Extract, in full, the lines below, beginning at the first and ending with the line that contains "filter:drop-shadow(2px 0 #565f6c)". Pictures do not belong in the copy.

Saved entries:
- - -

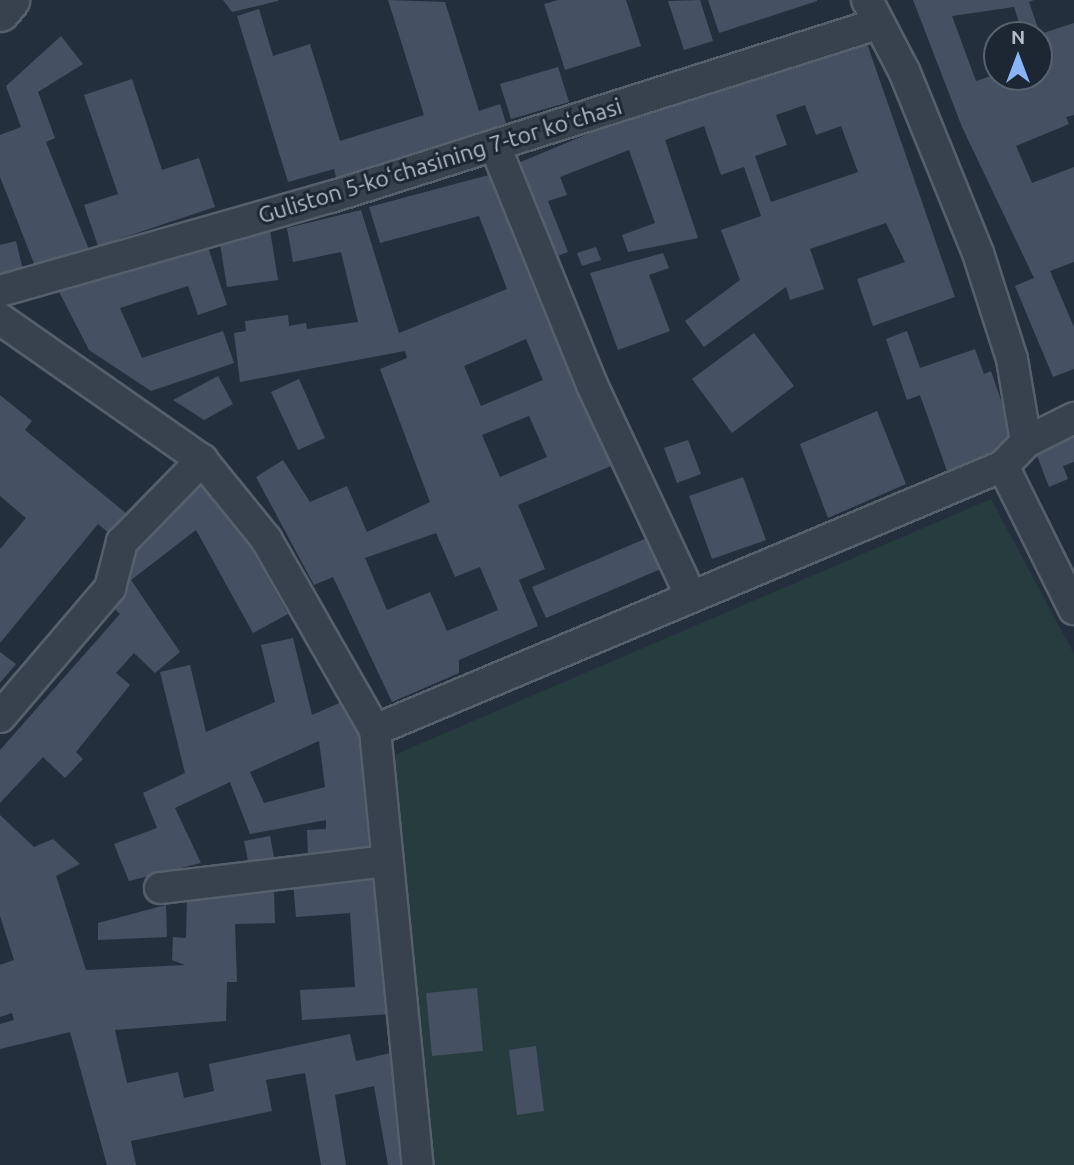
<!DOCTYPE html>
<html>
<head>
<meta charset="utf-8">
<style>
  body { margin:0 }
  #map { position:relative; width:1074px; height:1165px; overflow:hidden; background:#242f3e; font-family:Ubuntu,sans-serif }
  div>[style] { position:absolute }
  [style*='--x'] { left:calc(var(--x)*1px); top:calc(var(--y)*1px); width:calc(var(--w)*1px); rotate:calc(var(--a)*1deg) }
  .green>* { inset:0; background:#263c3f }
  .building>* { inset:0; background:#455162 }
  .roads { filter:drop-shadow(2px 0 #565f6c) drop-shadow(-2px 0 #565f6c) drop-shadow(0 2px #565f6c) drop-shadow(0 -2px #565f6c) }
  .minor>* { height:30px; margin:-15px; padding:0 15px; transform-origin:15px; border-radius:15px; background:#38414e }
  .tertiary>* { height:37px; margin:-18.5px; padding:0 18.5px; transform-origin:18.5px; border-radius:18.5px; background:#38414e }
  span { translate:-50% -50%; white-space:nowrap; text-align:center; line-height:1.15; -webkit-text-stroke:6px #1d2633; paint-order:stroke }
  .street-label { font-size:23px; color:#b4bcc9 }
  .north { position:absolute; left:983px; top:21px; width:70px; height:70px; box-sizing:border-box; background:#1d2633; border:2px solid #59626f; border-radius:50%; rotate:0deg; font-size:19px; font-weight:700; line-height:28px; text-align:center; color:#b4bcc9 }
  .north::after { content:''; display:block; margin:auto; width:24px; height:32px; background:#8ab4f8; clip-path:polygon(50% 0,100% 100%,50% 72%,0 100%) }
</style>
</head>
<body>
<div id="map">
  <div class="green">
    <i style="clip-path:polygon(991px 499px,1074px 654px,1074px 1165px,434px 1165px,394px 755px)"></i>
  </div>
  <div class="building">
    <i style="clip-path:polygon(223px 0,278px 0,278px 1px,232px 12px)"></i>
    <i style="clip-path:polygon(388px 0,445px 2px,479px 111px,500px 104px,506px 123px,337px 181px,334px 169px,288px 182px,237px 16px,259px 9px,273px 56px,310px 44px,340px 141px,424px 115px)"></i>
    <i style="clip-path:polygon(558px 0,626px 0,641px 46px,565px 70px,544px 4px)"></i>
    <i style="clip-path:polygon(700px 0,713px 41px,684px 50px,668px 1px)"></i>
    <i style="clip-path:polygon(708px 0,817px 0,817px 1px,719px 33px)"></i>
    <i style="clip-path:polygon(evenodd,913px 0,1034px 0,1029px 2px,1040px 34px,1074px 23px,1074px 115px,1066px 117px,1069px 124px,1016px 146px,1032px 183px,1074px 167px,1074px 262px,1050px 271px,1074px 327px,1074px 369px,1053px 377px,1015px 286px,1034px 278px,962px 127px,913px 0,1014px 7px,1023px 35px,1039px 35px,1039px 77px,997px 74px,976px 81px,952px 16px,1014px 7px)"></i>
    <i style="clip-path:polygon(evenodd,863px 32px,955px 297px,873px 326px,857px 279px,905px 262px,886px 223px,810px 249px,824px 289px,790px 300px,786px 287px,704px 347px,685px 321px,740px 280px,721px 230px,761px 216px,744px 167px,721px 175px,704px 126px,665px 140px,698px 238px,628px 252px,622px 235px,655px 223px,629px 150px,560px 177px,567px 195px,548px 201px,568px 252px,542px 262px,506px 168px,619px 121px,618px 117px,863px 32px,805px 105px,816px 135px,841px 126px,858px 172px,771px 202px,755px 156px,787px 145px,776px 115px,805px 105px)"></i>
    <i style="clip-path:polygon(61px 36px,83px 64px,38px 92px,55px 138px,46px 142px,90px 252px,35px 266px,0 177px,0 135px,21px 127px,6px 86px)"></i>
    <i style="clip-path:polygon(558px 67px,569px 102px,511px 119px,500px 84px)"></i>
    <i style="clip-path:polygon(132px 79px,162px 170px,199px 158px,215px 207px,98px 246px,84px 205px,118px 194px,84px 95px)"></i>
    <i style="clip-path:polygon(evenodd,500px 172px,616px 464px,518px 505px,545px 569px,519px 580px,538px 626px,459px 660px,459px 673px,392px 702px,333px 577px,314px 585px,256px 477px,283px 460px,310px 502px,347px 486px,367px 532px,430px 502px,380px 369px,407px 358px,405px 351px,240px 382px,234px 333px,246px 331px,245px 321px,288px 315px,289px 326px,306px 323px,307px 329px,358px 322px,341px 252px,293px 262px,287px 228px,361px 210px,399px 333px,507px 289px,479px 216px,380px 243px,369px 207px,500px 172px,526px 339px,543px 380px,481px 406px,464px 366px,526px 339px,500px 172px,529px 416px,547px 457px,500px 477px,482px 435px,529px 416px,500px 172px,436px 533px,455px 577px,480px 567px,498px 610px,447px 631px,430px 592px,387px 610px,365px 558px,436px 533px)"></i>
    <i style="clip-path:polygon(270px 230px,278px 280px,227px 287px,219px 237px)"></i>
    <i style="clip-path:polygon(16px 241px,23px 270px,0 276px,0 245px)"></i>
    <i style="clip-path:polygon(206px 241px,227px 305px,198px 315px,188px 286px,120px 308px,142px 358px,223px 331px,234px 363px,151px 391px,89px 350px,58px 290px)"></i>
    <i style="clip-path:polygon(596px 247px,601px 260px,582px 266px,577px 253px)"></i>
    <i style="clip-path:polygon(663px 253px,669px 268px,649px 275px,670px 331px,618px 350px,590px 273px)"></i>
    <i style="clip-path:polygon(907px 331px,920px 368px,975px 349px,984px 374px,991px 371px,1017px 447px,947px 471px,920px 395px,907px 400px,886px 339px)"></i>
    <i style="clip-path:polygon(754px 333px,794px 386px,732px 433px,692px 379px)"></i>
    <i style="clip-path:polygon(218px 376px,233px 404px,204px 420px,173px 400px)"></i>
    <i style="clip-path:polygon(299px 379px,325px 438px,298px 450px,271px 392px)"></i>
    <i style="clip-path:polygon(0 395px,32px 421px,25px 430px,133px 519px,116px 539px,98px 524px,0 643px,0 549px,26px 518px,0 496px)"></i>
    <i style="clip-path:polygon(877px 411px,906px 484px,828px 518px,800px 444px)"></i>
    <i style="clip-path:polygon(1074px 433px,1074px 462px,1063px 466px,1068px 479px,1049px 487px,1034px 448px)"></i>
    <i style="clip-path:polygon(688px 440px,701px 474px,677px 483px,664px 448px)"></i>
    <i style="clip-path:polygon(210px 475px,288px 614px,253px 633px,196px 530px,131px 580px,180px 652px,155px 673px,134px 653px,116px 673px,130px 685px,76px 752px,83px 759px,65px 778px,43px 757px,0 803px,0 750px,120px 614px,115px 609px,125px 542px)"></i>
    <i style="clip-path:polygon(743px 477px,766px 540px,712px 559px,689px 496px)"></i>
    <i style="clip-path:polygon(647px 538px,661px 569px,546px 618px,532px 587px)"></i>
    <i style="clip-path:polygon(evenodd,293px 638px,312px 715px,355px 696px,377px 853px,308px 858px,307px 830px,326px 829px,326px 820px,250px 834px,230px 782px,175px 808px,201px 863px,129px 881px,114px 844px,157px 828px,143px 793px,185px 773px,160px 672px,190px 665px,206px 732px,275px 702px,261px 645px,293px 638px,319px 741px,325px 787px,264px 803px,250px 772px,319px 741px)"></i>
    <i style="clip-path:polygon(0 652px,16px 664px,0 683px)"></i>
    <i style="clip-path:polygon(0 815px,34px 847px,53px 839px,80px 864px,56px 876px,86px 970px,185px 965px,172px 960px,173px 937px,186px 938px,187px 897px,274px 891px,275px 923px,235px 924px,237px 982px,227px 982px,226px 1021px,115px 1030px,127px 1083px,178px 1072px,184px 1098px,214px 1091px,209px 1064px,350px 1034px,356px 1061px,399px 1051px,413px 1165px,388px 1165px,374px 1086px,335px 1095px,346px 1165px,321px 1165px,305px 1073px,266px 1080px,272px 1111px,131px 1141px,136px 1165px,107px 1165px,70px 1032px,0 1049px,0 1024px,14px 1020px,12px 1013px,0 1017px,0 965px,14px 960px,0 916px)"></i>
    <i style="clip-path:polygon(270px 836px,274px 857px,248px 861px,244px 841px)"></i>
    <i style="clip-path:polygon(383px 877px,391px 1014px,302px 1020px,300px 990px,355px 987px,350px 913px,296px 917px,293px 882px)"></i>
    <i style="clip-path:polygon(166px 905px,167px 937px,98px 940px,98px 923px)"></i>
    <i style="clip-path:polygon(477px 988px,483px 1051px,432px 1056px,426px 993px)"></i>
    <i style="clip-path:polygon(536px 1046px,544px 1111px,517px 1115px,509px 1050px)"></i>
  </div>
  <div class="roads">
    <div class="minor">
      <i style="--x:495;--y:146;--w:258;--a:67.9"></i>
      <i style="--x:592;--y:385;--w:233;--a:64.9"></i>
      <i style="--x:0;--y:291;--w:344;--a:-15.9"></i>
      <i style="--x:331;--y:197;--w:573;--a:-17.58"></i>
      <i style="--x:0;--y:319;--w:246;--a:34.9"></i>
      <i style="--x:202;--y:460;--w:102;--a:51"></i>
      <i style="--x:266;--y:539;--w:220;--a:60.3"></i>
      <i style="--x:375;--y:730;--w:437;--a:84.4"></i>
      <i style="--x:1026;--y:442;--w:54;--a:-26.6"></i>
      <i style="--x:1003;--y:466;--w:160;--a:63.6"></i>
      <i style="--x:0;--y:717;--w:170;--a:-49.5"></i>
      <i style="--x:110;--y:588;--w:48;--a:-75.4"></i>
      <i style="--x:122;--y:542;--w:115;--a:-45.7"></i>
      <i style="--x:375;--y:730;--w:681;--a:-22.8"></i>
      <i style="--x:1003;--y:466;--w:33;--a:-46"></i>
      <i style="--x:1026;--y:442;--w:84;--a:-99.6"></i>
      <i style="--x:1012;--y:359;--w:111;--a:-107.8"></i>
      <i style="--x:978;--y:253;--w:196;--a:-112.1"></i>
      <i style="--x:904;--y:71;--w:80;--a:-117.5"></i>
      <i style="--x:160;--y:888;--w:229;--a:-6.8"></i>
    </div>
    <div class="tertiary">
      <i style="--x:0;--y:12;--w:16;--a:-50"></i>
    </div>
  </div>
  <div class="street-label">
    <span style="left:440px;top:161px;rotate:-17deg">Guliston 5-koʻchasining 7-tor koʻchasi</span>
  </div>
  <div class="north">N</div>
</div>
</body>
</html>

- - -

**Completed exercise:**
<!DOCTYPE html>
<html>
<head>
<meta charset="utf-8">
<style>
  body { margin:0 }
  #map { position:relative; width:1074px; height:1165px; overflow:hidden; background:#242f3e; font-family:Ubuntu,sans-serif }
  div>[style] { position:absolute }
  [style*='--x'] { left:calc(var(--x)*1px); top:calc(var(--y)*1px); width:calc(var(--w)*1px); rotate:calc(var(--a)*1deg) }
  .green>* { inset:0; background:#263c3f }
  .building>* { inset:0; background:#455162 }
  .roads { filter:drop-shadow(2px 0 #565f6c) drop-shadow(-2px 0 #565f6c) drop-shadow(0 2px #565f6c) drop-shadow(0 -2px #565f6c) }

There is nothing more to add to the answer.